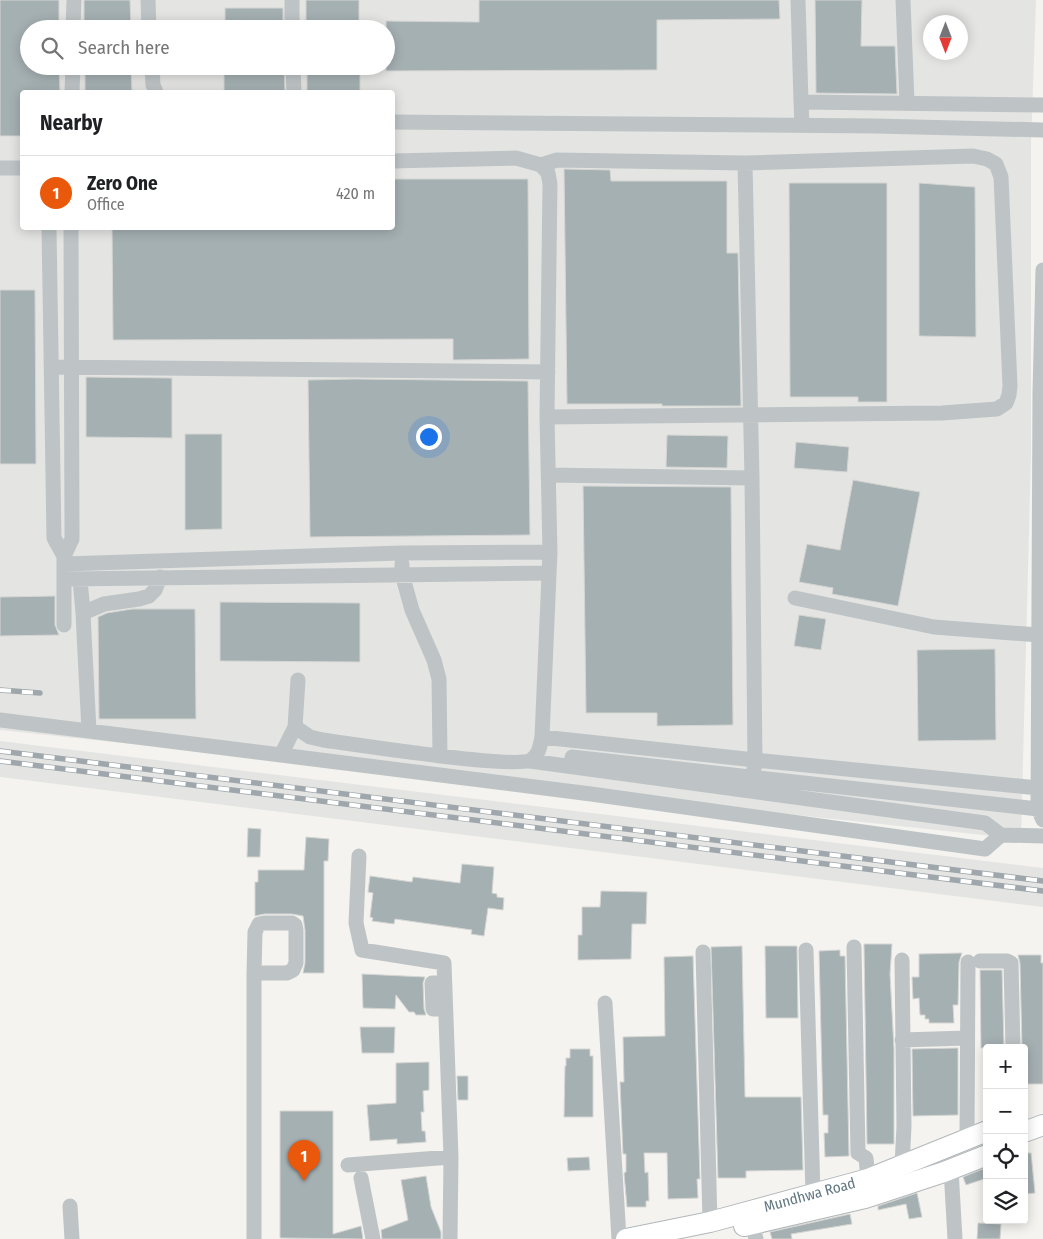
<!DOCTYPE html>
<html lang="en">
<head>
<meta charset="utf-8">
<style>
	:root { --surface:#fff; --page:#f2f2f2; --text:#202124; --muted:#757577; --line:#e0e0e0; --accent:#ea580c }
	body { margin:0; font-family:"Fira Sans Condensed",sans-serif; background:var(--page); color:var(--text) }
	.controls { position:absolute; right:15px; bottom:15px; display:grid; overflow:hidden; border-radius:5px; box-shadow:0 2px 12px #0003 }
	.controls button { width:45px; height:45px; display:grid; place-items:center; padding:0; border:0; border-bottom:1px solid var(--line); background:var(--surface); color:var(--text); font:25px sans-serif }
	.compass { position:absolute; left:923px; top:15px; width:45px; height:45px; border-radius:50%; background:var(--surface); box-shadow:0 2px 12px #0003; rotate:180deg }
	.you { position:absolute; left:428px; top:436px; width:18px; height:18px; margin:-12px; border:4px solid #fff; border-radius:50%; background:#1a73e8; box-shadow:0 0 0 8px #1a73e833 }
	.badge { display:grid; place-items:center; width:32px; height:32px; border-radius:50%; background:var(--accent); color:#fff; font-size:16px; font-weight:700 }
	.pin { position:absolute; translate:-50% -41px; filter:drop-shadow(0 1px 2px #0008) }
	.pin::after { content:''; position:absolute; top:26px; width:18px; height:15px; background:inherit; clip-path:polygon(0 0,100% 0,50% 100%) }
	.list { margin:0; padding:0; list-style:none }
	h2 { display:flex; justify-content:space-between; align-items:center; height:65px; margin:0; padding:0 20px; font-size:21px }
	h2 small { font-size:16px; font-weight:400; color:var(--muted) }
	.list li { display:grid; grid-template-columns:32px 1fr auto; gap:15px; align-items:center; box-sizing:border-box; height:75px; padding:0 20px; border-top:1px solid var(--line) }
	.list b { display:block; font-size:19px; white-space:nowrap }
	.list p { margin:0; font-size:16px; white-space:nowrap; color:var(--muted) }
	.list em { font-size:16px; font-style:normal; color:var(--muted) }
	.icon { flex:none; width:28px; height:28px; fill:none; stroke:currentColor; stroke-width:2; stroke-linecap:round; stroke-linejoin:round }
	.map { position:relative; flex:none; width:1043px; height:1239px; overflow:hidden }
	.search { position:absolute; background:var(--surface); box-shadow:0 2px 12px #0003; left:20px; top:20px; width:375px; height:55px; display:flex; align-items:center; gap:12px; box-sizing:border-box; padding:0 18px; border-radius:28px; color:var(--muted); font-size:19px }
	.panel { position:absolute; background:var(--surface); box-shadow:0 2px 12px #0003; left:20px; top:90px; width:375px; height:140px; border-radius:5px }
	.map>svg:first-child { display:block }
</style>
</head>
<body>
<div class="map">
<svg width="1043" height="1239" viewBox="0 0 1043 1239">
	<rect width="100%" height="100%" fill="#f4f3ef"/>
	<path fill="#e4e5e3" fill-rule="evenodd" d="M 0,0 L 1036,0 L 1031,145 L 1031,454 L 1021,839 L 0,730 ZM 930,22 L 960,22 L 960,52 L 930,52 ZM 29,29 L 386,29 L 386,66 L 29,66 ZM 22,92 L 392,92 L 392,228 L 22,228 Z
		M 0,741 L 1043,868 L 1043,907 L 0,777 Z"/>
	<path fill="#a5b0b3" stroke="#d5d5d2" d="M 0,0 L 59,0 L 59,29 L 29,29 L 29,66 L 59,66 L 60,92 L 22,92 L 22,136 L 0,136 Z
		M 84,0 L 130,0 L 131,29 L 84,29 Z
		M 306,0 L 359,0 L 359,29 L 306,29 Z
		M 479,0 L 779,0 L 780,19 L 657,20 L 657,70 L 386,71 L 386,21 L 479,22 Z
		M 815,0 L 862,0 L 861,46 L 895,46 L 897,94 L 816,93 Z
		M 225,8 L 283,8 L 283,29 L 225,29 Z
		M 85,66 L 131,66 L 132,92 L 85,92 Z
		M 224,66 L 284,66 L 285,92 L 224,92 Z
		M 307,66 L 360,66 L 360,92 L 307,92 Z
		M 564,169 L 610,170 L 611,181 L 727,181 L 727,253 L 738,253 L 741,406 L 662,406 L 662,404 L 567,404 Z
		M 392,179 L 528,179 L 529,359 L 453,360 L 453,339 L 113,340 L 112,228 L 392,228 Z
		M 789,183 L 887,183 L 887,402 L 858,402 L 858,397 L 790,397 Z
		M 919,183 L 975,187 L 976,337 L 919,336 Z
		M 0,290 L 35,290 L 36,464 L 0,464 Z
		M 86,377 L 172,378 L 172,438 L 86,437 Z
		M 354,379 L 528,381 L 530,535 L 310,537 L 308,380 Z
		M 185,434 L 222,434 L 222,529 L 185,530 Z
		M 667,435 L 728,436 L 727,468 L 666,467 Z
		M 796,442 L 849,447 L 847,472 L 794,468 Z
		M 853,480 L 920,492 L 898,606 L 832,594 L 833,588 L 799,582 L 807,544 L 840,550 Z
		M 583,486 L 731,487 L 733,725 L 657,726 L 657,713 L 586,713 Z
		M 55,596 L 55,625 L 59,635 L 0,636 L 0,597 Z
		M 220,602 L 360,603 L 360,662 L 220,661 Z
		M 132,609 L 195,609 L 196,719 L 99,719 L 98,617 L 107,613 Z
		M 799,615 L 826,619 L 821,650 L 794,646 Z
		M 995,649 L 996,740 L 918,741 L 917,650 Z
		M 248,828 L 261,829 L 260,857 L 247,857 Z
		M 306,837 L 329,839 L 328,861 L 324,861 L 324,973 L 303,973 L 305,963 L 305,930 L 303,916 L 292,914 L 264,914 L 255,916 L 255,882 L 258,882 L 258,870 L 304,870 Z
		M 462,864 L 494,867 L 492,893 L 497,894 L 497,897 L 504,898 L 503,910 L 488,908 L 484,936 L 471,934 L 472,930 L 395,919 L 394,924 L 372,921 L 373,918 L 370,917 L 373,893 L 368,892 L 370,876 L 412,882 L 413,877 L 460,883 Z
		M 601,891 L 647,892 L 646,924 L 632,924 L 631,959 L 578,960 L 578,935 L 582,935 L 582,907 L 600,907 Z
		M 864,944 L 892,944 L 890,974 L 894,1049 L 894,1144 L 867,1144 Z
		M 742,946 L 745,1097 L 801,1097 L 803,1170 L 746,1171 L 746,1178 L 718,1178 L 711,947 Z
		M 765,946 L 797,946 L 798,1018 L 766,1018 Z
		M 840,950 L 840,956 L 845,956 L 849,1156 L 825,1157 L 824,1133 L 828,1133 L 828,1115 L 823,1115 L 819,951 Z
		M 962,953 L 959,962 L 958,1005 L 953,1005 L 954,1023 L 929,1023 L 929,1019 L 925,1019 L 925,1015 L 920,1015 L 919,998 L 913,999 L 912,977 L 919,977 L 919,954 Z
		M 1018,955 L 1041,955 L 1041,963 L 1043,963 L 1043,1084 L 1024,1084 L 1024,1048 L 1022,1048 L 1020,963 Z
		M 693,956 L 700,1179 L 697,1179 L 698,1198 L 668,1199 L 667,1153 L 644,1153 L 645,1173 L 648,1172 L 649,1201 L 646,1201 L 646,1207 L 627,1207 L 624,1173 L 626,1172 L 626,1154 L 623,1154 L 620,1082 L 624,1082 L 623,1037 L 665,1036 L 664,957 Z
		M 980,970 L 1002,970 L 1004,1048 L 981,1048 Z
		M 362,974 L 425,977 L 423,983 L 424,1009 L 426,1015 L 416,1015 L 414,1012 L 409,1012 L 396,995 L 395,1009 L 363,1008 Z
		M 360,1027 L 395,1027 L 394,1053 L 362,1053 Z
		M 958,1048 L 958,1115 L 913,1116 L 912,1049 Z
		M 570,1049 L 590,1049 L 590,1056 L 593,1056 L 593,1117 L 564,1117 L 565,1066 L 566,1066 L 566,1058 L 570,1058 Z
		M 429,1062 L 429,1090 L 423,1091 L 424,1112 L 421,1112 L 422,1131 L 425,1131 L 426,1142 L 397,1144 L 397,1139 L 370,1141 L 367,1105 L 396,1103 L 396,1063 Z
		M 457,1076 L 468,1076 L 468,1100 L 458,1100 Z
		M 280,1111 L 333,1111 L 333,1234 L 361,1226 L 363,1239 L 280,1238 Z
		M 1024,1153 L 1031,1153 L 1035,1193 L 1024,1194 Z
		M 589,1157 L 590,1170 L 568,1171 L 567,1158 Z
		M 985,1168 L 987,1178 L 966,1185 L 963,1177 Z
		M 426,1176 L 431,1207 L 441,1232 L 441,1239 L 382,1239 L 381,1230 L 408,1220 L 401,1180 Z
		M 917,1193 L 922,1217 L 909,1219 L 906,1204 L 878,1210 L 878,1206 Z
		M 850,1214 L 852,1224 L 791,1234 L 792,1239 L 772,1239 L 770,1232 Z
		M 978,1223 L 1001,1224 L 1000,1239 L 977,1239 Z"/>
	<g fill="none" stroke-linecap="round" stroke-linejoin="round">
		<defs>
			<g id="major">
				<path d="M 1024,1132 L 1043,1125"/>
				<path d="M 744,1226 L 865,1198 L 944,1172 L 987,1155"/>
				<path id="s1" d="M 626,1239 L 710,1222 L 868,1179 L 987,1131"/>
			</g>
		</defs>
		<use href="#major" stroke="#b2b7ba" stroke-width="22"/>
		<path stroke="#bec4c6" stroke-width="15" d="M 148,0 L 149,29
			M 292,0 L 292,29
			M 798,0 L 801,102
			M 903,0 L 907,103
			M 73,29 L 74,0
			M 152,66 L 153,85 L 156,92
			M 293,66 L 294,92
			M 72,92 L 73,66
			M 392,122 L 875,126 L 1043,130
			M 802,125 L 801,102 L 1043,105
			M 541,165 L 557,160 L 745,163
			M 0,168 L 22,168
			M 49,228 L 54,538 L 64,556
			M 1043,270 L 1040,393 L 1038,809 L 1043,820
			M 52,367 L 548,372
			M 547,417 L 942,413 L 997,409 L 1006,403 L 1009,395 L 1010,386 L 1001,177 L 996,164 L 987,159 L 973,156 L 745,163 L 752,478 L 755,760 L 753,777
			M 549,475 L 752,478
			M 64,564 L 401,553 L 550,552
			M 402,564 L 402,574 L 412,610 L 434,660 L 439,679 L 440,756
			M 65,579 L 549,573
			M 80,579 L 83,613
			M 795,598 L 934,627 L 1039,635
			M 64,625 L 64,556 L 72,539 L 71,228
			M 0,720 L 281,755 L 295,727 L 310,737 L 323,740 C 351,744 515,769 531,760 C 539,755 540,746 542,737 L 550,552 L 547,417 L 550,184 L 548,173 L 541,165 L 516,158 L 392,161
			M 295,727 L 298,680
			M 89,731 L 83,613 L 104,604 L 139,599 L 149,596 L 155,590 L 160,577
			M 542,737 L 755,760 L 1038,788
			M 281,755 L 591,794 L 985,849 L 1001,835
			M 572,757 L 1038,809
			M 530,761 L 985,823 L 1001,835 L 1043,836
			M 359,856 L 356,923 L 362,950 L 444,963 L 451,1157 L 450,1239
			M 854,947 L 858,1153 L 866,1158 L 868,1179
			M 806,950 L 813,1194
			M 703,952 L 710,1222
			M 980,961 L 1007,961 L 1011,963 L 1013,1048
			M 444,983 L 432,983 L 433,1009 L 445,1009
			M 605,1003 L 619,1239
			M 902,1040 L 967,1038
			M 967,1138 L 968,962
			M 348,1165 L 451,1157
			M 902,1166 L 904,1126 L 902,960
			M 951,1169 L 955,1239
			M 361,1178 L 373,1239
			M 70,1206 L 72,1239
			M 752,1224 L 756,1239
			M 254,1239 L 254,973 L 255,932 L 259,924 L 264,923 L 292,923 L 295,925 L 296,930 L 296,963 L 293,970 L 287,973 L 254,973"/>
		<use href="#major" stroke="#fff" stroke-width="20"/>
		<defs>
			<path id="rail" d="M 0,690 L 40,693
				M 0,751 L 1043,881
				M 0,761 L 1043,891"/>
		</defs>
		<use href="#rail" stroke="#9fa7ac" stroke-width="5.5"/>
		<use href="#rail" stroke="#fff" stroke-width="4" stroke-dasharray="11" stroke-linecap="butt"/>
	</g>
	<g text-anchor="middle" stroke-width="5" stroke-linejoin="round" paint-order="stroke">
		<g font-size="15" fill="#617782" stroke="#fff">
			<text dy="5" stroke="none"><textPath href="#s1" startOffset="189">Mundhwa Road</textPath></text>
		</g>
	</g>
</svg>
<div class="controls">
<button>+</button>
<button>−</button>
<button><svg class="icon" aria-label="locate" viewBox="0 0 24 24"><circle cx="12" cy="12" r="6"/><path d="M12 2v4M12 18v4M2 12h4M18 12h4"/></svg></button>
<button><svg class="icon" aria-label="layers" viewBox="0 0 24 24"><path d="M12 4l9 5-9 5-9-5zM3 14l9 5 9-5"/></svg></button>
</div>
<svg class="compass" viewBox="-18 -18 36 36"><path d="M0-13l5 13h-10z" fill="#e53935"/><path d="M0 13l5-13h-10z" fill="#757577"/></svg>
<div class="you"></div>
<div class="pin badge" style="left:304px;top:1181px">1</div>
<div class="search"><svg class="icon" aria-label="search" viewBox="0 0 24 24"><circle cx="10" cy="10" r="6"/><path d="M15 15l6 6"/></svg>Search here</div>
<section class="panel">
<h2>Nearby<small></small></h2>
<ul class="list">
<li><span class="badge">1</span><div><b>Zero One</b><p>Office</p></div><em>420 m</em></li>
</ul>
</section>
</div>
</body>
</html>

**What is being asked:** Repeat the listing above up to and including the line with "display:grid; grid-template-columns:32px 1fr", starting from its first line. Drop any pictures.

**Response to the exercise:**
<!DOCTYPE html>
<html lang="en">
<head>
<meta charset="utf-8">
<style>
	:root { --surface:#fff; --page:#f2f2f2; --text:#202124; --muted:#757577; --line:#e0e0e0; --accent:#ea580c }
	body { margin:0; font-family:"Fira Sans Condensed",sans-serif; background:var(--page); color:var(--text) }
	.controls { position:absolute; right:15px; bottom:15px; display:grid; overflow:hidden; border-radius:5px; box-shadow:0 2px 12px #0003 }
	.controls button { width:45px; height:45px; display:grid; place-items:center; padding:0; border:0; border-bottom:1px solid var(--line); background:var(--surface); color:var(--text); font:25px sans-serif }
	.compass { position:absolute; left:923px; top:15px; width:45px; height:45px; border-radius:50%; background:var(--surface); box-shadow:0 2px 12px #0003; rotate:180deg }
	.you { position:absolute; left:428px; top:436px; width:18px; height:18px; margin:-12px; border:4px solid #fff; border-radius:50%; background:#1a73e8; box-shadow:0 0 0 8px #1a73e833 }
	.badge { display:grid; place-items:center; width:32px; height:32px; border-radius:50%; background:var(--accent); color:#fff; font-size:16px; font-weight:700 }
	.pin { position:absolute; translate:-50% -41px; filter:drop-shadow(0 1px 2px #0008) }
	.pin::after { content:''; position:absolute; top:26px; width:18px; height:15px; background:inherit; clip-path:polygon(0 0,100% 0,50% 100%) }
	.list { margin:0; padding:0; list-style:none }
	h2 { display:flex; justify-content:space-between; align-items:center; height:65px; margin:0; padding:0 20px; font-size:21px }
	h2 small { font-size:16px; font-weight:400; color:var(--muted) }
	.list li { display:grid; grid-template-columns:32px 1fr auto; gap:15px; align-items:center; box-sizing:border-box; height:75px; padding:0 20px; border-top:1px solid var(--line) }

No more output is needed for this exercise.